Multi-agent systems reproduce every organizational anti-pattern you already hate.
Your agents are writing to the shared filesystem equivalent of a corporate SharePoint graveyard. Here's why, and how we fixed it.

We thought we were building an AI system. We actually built a corporation, complete with information silos, duplicated research, and a filesystem that functions as a digital graveyard for documents nobody reads.
Our production swarm runs 11+ autonomous agents with shared access to a filesystem, memory store, and communication channels. They have no explicit hierarchy. They make independent decisions about what to write, what to read, and how to communicate. And they have reproduced, with machine-speed efficiency, every organizational dysfunction you hate about human companies.
This is not a bug in our implementation. It is an emergent property of any system of semi-autonomous actors with partial information and independent incentives. The multi-agent community is obsessed with routing (getting the right task to the right agent) and capability (giving agents more tools). But the hardest production problem is organizational: how agents discover what other agents know, how they avoid duplicating work, and how they maintain shared conventions without explicit synchronization.
Why Agent Swarms Create Information Silos
Information exists on disk but never crosses the ownership boundary without explicit search tooling. Agents write prolifically to their own directories but rarely read other agents' work. We observed this pattern consistently: the Researcher agent generates comprehensive market analysis in /research/market-analysis-q4-2024.md, while the Strategist agent, working the same problem set, spins up an entirely new research chain because it does not know the first document exists.
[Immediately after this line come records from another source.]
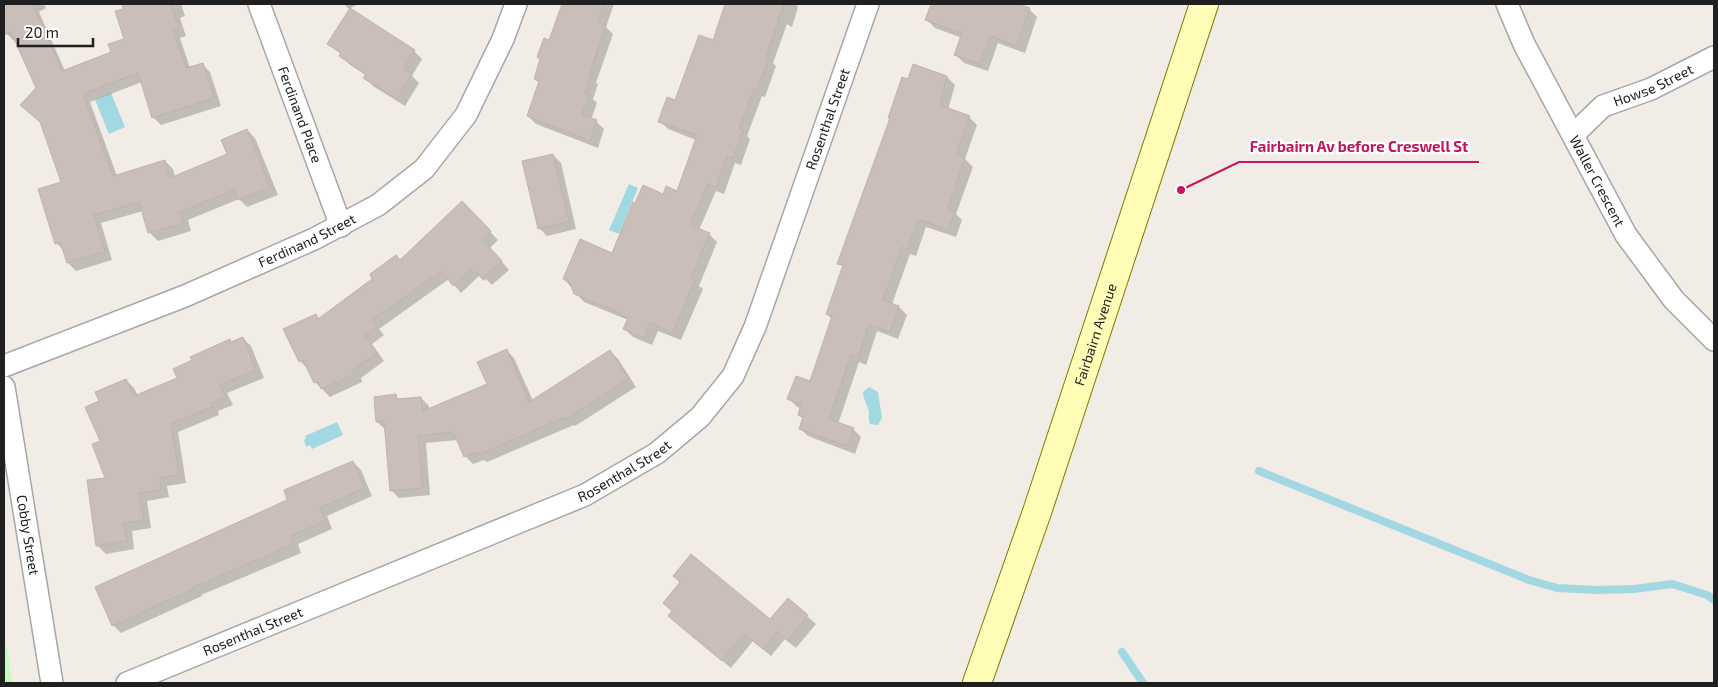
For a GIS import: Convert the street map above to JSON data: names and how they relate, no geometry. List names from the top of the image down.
{
  "streets": {
    "main road": ["Fairbairn Avenue"],
    "street": [
      "Howse Street",
      "Ferdinand Place",
      "Rosenthal Street",
      "Waller Crescent",
      "Ferdinand Street",
      "Cobby Street"
    ]
  },
  "crossings": [
    ["Howse Street", "Waller Crescent"],
    ["Ferdinand Place", "Ferdinand Street"]
  ],
  "places": ["Fairbairn Av before Creswell St"],
  "scale_bar": "20 m"
}
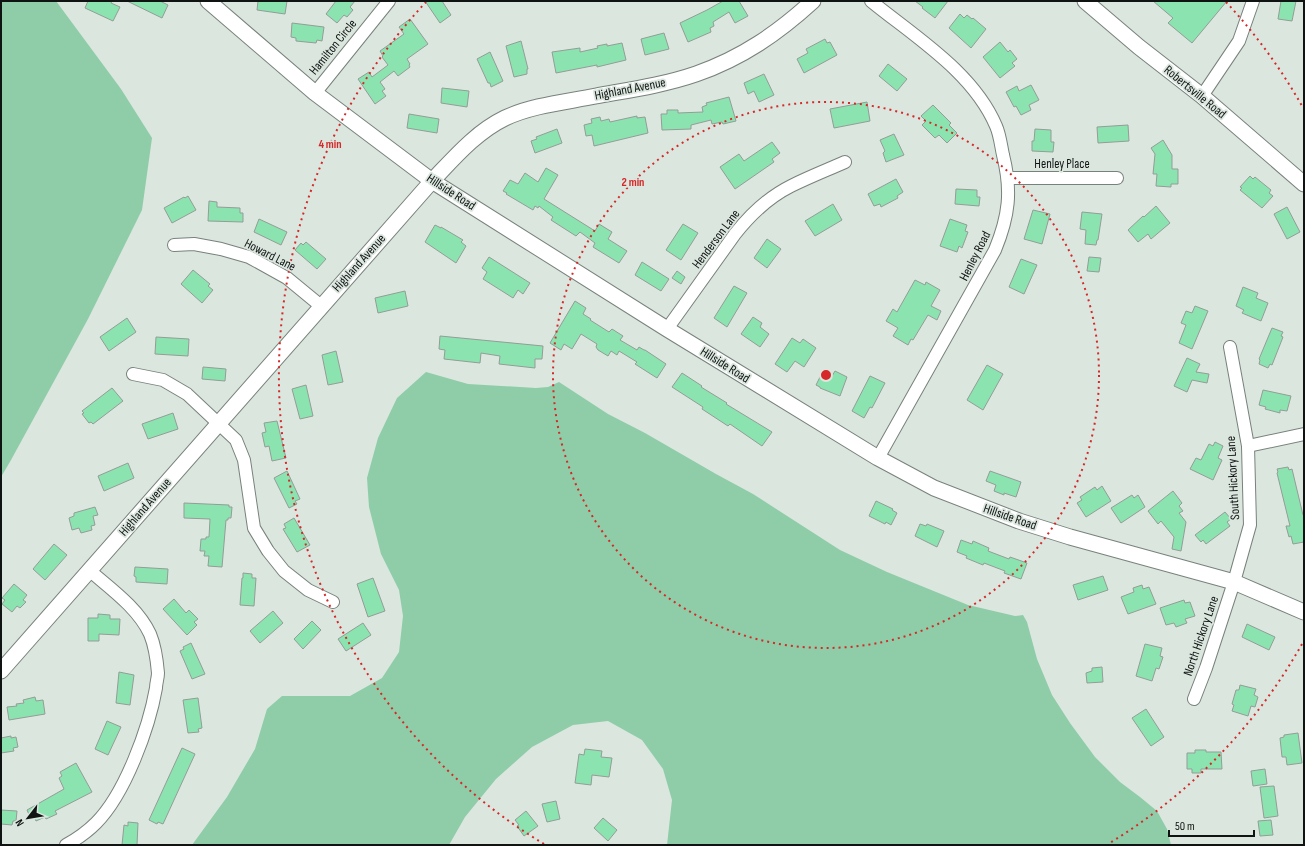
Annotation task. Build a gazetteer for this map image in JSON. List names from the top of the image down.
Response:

The root cause is the availability-versus-common-knowledge gap from organizational theory. Information being available (it is on the filesystem) is not the same as information being common knowledge (every agent knows it, and every agent knows that every agent knows it). Our filesystem makes information available but does not make it common knowledge. LLMs are particularly prone to this because they are trained on human organizational behavior; they have learned our pathological tendency to create-new rather than update-existing.
The protocol we added:
We implemented a read-before-write mandate in the agent configuration. Before creating any new document, agents must execute a knowledge-base search with keywords related to their task. If existing documents cover more than 80% of the requested topic, the agent must append or modify rather than create.
// Agent configuration: discovery mandate
const researcherConfig = {
tools: ["search_knowledge_base", "read_document", "write_document"],
pre_write_hooks: [
{
tool: "search_knowledge_base",
required: true,
threshold: 0.8,
action_on_match: "append_or_update",
},
],
};Did it work? Partially. It reduced duplicate document creation by roughly 60%, but introduced latency because every write now requires a search. More critically, it did not solve the stale-knowledge problem: agents find documents but do not know if they are current without checking timestamps, which they often forget to do.
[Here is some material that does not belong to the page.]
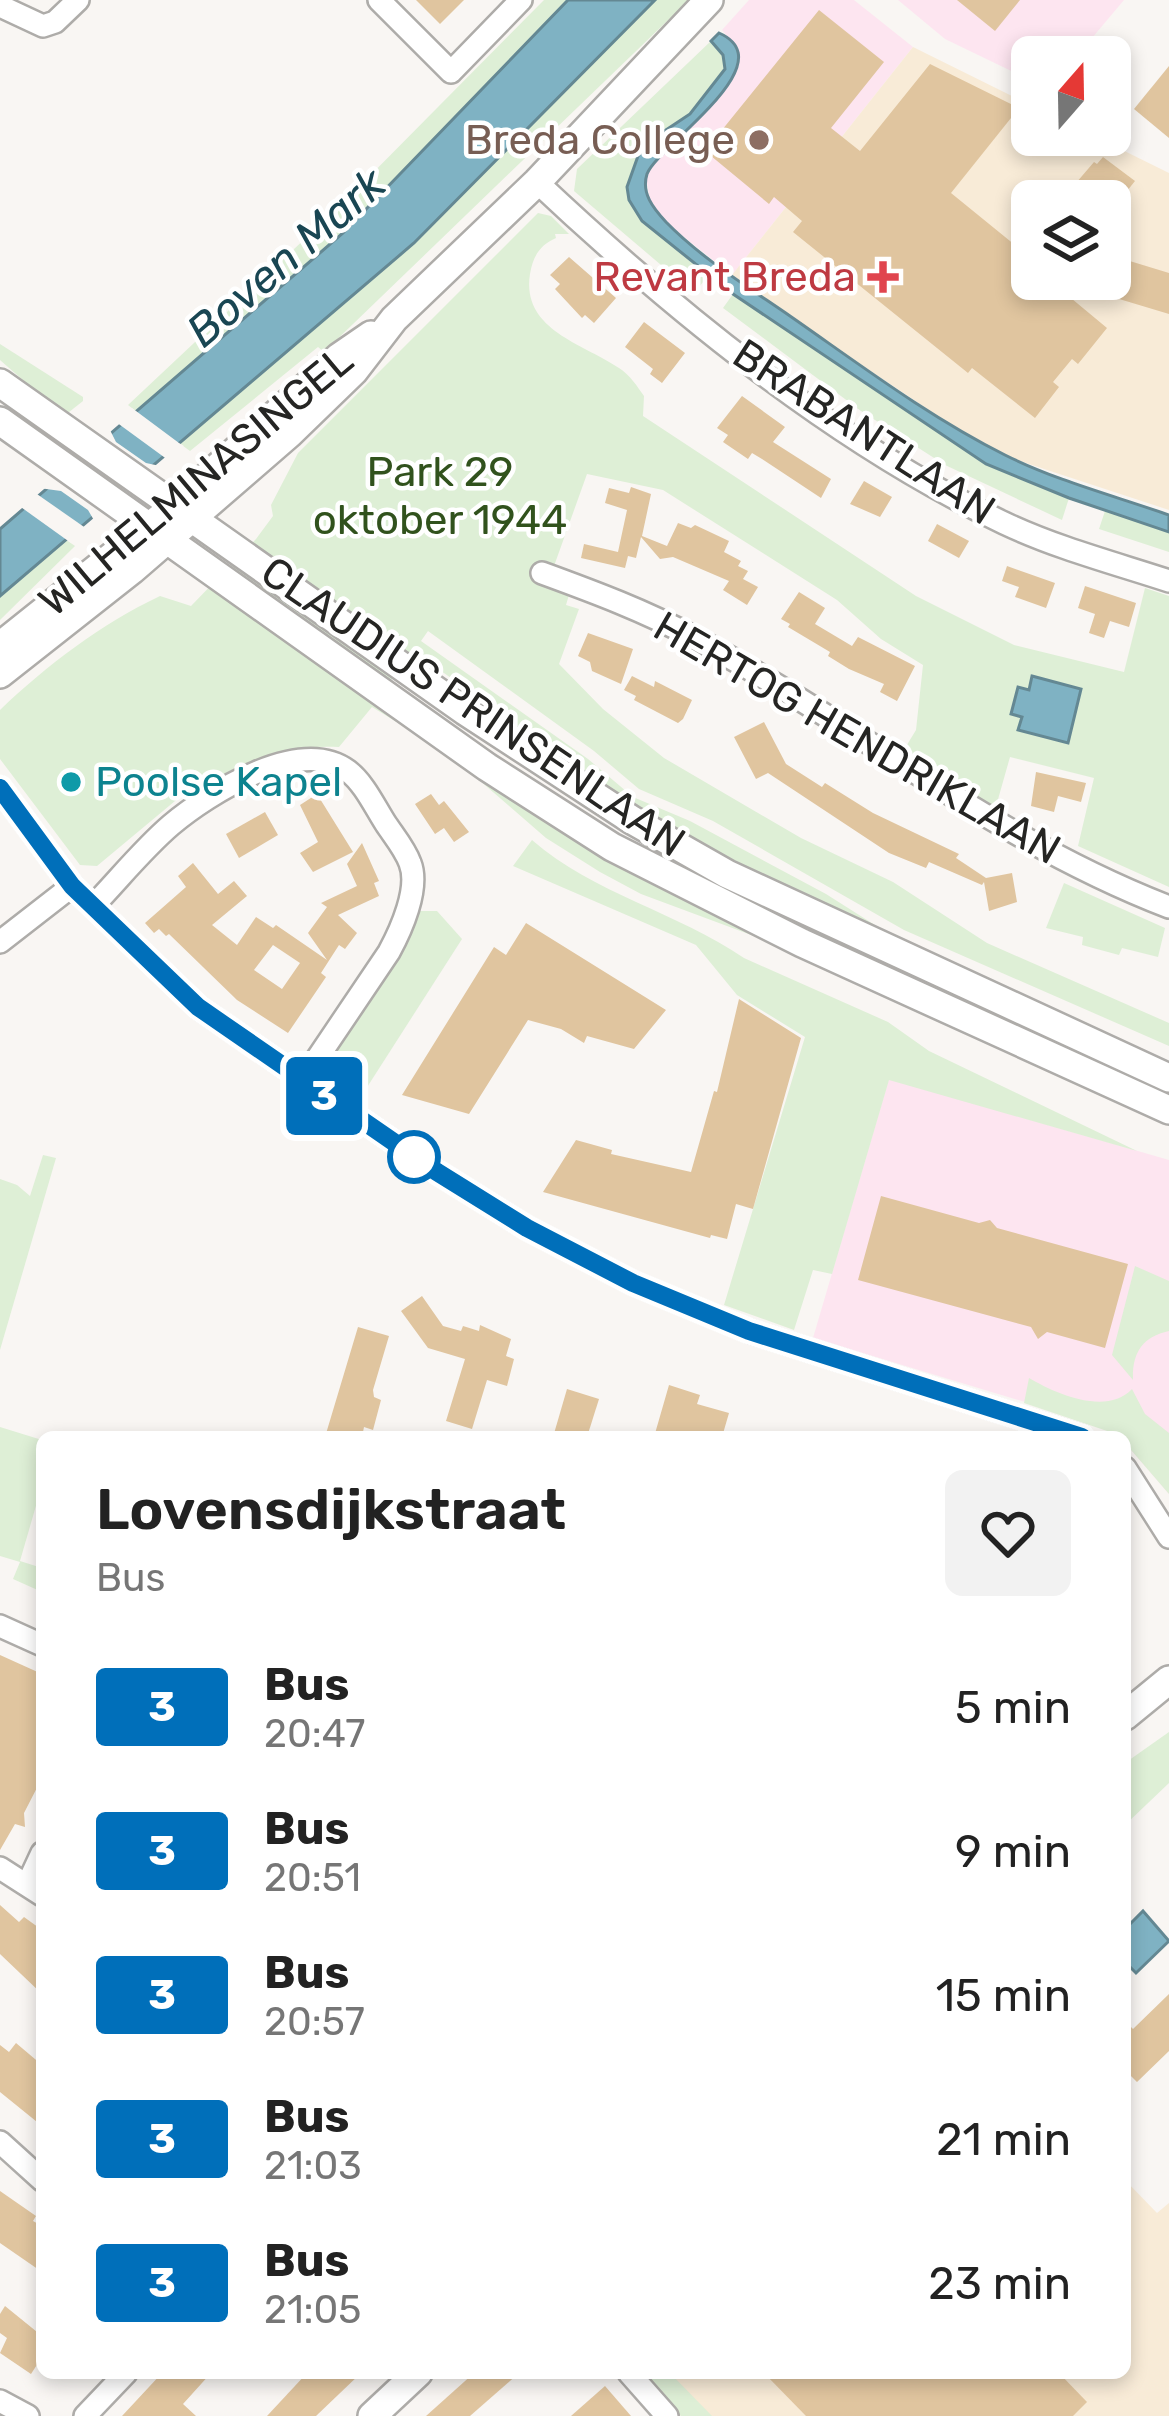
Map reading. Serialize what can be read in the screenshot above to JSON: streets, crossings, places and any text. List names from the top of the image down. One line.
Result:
{"streets":{"main road":["WILHELMINASINGEL","CLAUDIUS PRINSENLAAN"],"street":["BRABANTLAAN","HERTOG HENDRIKLAAN"]},"crossings":[["BRABANTLAAN","WILHELMINASINGEL"],["WILHELMINASINGEL","CLAUDIUS PRINSENLAAN"]],"water":["Boven Mark"],"parks":["Park 29 oktober 1944"],"places":{"other":["Breda College","Poolse Kapel"],"health":["Revant Breda"]},"lines":["bus line 3"],"north":"top","page":{"on_map":"3","heading":["Lovensdijkstraat","Bus"],"list":[{"mark":"3","name":"Bus","note":"20:47","value":"5 min"},{"mark":"3","name":"Bus","note":"20:51","value":"9 min"},{"mark":"3","name":"Bus","note":"20:57","value":"15 min"},{"mark":"3","name":"Bus","note":"21:03","value":"21 min"},{"mark":"3","name":"Bus","note":"21:05","value":"23 min"}]}}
Duplicated Research Chains: The Google Search Console (GSC) Analysis Incident
One of our most revealing failures occurred during a comprehensive marketing analysis involving Google Search Console data. The Researcher agent was tasked with turning query, page, impression, CTR, and week-over-week movement data into an SEO/GTM readout. Without coordination mechanisms, it spawned seven separate documents across the analysis chain, each with slightly different filenames, overlapping content, and no cross-references, when two or three consolidated documents would have served better.
The agent was not malfunctioning; it was optimizing for local completion over global coherence. Each sub-task (“analyze branded versus non-branded query performance,” “audit top landing pages by impressions and CTR,” “diagnose the week-over-week ranking drop”) triggered a new document creation because the agent had no protocol for determining when to extend existing work versus fork new documents.
This matters because the swarm is not only a coding machine. We run real marketing and SEO workflows with the same agent substrate: collecting search-console signals, turning them into decisions, and feeding GTM loops. You can see the broader use-case framing in our playbooks and the marketing execution track in the swarm metrics write-up.
We traced this to the prompt structure. Agents were instructed to “produce a comprehensive document” for each analysis task. The singular “document” implies a new artifact, not a contribution to an existing one. The fix required changing the operational rules to include an explicit consolidate-research-chains protocol.
The pattern is also consistent with the research literature: recent surveys of LLM multi-agent collaboration mechanisms and open problems in LLM multi-agent systems both treat coordination, memory, and communication protocols as first class design concerns, not implementation details.
// Research consolidation protocol
const researchChainRules = {
max_fragmentation: 3,
consolidation_trigger: "when_related_docs > 2",
consolidation_prompt:
"Before creating a new document, check if this content extends an existing analysis. If yes, append to the existing document with a clear section header rather than creating a new file.",
metadata_requirements: {
research_chain_id: "uuid",
sequence_number: "int",
consolidated: "boolean",
},
};Write-Once-Read-Never Documentation
Our shared filesystem became a graveyard of well-formatted documents that nobody ever reads, identical to corporate SharePoint. Agents produce structured research docs, plans, and brainstorms that get written once and accessed zero times by any agent or human.
We analyzed access patterns over a two-week period. Documents created by the Researcher and Strategist agents had an average read count of 0.4, meaning most were never read after creation. The content was good. The formatting was correct. But once written, the documents sat in /research/ and /strategy/ directories like digital dust.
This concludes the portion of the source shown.